▸ DATA:

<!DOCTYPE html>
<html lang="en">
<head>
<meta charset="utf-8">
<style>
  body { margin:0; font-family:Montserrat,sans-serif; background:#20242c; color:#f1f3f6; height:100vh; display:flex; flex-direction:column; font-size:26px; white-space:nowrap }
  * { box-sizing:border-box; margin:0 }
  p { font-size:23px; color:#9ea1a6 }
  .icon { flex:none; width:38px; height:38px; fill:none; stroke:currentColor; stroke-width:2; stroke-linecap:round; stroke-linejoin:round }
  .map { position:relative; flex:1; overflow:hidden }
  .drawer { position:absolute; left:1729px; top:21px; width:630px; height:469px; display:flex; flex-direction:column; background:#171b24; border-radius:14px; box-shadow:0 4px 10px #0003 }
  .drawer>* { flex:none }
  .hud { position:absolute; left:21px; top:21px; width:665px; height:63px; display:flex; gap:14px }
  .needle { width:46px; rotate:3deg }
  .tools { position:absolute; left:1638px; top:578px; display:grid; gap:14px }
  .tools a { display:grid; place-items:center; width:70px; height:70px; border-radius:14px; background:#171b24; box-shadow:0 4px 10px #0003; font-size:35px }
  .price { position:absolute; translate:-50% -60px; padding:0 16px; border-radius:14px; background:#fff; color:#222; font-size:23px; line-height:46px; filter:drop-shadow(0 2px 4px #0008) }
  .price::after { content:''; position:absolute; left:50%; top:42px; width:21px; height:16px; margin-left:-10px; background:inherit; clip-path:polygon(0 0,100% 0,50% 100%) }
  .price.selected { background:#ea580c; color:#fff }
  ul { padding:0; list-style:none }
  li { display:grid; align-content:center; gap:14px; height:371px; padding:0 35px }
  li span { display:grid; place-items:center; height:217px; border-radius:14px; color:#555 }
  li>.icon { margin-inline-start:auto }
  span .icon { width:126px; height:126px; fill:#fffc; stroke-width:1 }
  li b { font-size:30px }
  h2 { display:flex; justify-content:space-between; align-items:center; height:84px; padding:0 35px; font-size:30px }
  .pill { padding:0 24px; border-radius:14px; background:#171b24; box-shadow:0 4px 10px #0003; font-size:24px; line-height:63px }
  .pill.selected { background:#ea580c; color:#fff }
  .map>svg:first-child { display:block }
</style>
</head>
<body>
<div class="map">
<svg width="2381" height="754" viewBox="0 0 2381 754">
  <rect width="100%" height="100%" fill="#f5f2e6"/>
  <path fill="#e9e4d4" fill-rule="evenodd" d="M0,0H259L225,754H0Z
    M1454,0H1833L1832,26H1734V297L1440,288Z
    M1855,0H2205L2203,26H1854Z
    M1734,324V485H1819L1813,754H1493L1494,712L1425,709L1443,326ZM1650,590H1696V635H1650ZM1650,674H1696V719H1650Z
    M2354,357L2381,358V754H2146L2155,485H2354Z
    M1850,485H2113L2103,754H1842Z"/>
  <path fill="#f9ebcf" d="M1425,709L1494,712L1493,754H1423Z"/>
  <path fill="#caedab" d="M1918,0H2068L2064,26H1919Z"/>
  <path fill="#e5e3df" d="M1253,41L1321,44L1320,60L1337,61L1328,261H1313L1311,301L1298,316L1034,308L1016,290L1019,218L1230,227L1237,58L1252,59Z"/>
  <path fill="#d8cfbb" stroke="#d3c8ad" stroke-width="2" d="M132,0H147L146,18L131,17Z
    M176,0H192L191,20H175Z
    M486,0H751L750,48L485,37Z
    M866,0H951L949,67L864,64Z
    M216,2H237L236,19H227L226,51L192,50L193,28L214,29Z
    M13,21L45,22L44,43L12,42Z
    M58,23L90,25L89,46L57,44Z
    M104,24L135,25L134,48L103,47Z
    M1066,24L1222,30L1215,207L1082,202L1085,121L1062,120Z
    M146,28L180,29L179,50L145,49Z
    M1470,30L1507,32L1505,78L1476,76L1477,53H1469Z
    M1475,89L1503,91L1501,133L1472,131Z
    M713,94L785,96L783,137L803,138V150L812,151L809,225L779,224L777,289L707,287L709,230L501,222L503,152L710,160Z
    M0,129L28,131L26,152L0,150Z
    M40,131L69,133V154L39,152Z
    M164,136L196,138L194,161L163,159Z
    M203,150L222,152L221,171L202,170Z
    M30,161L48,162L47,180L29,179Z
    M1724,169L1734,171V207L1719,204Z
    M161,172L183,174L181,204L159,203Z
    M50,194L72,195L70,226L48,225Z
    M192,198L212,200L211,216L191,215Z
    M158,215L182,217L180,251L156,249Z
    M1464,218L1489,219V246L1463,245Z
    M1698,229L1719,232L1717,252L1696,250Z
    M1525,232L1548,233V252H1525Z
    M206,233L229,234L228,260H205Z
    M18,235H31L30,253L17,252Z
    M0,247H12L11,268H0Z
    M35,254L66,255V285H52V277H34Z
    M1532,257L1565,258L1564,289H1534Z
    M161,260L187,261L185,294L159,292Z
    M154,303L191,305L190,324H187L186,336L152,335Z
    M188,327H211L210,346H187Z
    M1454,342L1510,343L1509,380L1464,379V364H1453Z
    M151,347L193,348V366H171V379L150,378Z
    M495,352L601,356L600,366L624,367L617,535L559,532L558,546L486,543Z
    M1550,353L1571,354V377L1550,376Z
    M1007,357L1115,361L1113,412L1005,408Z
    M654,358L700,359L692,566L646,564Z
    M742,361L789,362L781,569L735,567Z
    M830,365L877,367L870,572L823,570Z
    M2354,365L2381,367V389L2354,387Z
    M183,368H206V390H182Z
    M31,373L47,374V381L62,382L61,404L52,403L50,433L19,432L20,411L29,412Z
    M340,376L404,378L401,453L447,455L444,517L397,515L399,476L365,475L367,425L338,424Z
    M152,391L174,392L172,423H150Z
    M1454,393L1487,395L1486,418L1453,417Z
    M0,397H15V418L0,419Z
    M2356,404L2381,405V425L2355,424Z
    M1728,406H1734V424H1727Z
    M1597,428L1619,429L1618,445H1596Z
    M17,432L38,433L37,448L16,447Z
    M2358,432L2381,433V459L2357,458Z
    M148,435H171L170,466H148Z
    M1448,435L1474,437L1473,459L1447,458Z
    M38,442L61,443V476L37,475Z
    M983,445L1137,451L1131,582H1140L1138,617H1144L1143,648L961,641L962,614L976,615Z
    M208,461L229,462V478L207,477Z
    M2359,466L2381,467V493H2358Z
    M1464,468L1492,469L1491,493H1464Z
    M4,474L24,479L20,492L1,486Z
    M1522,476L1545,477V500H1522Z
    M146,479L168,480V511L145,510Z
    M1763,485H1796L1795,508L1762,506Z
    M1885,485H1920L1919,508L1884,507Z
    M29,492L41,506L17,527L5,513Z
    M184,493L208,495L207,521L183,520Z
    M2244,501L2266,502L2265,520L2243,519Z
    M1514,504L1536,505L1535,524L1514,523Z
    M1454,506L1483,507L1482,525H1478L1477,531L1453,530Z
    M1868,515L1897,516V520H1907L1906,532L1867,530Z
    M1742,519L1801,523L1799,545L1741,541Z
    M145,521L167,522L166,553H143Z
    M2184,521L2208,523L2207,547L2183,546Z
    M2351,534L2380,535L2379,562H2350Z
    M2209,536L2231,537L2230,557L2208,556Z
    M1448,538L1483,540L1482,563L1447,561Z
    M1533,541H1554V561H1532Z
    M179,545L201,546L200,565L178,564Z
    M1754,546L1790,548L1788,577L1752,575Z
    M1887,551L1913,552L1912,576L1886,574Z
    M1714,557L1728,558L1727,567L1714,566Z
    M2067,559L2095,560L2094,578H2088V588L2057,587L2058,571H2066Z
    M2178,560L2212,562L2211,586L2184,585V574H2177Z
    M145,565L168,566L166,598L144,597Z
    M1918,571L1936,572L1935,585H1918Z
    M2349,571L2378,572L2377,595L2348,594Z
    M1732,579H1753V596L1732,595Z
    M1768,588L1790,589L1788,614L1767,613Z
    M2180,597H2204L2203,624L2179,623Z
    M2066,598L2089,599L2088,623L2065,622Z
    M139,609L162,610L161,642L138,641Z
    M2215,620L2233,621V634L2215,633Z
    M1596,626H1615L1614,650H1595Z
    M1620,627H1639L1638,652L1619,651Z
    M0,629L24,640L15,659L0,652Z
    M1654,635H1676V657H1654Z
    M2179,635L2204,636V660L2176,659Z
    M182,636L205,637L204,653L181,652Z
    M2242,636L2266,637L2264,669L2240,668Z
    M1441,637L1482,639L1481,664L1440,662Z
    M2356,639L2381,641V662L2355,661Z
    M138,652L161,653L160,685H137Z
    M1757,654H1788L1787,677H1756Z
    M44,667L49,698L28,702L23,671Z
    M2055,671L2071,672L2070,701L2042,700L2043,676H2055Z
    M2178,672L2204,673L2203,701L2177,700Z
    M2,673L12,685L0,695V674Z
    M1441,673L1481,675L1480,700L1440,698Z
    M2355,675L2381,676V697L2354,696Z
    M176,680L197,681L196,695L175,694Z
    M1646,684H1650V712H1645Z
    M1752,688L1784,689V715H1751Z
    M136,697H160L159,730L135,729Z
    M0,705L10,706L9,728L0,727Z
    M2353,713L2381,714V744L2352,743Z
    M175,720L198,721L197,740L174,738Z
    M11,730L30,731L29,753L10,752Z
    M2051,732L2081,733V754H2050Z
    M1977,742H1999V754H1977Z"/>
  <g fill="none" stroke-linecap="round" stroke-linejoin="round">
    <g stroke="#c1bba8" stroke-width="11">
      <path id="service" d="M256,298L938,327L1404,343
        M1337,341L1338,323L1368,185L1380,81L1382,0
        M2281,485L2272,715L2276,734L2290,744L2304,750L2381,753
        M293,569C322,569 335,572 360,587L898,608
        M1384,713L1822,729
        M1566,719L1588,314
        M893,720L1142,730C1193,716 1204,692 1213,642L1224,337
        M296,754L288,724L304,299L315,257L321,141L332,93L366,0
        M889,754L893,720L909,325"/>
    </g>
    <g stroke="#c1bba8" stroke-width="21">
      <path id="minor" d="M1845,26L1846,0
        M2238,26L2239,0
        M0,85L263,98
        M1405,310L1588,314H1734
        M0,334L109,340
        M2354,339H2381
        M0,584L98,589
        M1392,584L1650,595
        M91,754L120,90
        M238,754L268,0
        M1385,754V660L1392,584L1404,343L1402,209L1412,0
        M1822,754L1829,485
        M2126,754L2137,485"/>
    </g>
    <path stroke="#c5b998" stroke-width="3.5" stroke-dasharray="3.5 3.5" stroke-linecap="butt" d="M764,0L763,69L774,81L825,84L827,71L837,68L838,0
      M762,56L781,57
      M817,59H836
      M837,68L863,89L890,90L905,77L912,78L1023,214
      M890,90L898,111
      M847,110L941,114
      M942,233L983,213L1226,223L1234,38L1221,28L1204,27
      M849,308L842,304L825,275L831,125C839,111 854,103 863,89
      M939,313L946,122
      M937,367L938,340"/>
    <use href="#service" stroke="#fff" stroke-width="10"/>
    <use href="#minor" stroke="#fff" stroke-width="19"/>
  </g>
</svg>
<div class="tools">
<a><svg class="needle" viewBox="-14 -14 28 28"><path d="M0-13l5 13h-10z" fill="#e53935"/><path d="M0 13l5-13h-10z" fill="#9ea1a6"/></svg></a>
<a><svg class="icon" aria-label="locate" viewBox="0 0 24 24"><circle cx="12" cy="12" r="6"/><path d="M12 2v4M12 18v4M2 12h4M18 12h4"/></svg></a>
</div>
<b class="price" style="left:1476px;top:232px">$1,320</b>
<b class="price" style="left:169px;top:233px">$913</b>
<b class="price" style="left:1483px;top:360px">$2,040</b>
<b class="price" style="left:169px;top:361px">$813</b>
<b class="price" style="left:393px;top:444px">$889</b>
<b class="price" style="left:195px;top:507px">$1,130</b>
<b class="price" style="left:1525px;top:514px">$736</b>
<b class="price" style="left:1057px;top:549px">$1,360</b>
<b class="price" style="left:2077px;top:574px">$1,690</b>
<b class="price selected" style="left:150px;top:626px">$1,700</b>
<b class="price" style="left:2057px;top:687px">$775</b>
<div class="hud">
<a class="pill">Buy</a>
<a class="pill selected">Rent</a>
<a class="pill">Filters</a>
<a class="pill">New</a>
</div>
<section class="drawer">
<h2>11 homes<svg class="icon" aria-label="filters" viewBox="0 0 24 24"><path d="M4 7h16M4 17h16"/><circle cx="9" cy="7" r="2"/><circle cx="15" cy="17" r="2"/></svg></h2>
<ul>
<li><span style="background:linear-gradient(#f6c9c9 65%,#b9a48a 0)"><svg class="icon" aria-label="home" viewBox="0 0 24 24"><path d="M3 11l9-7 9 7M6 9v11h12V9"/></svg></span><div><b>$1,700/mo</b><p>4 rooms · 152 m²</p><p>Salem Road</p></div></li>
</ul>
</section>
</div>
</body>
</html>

▸ EXERCISE DETAILS: Wherever the string "linejoin" appears in the entries above, return the line it appears on.

▸ EXERCISE RESULT:
  .icon { flex:none; width:38px; height:38px; fill:none; stroke:currentColor; stroke-width:2; stroke-linecap:round; stroke-linejoin:round }
  <g fill="none" stroke-linecap="round" stroke-linejoin="round">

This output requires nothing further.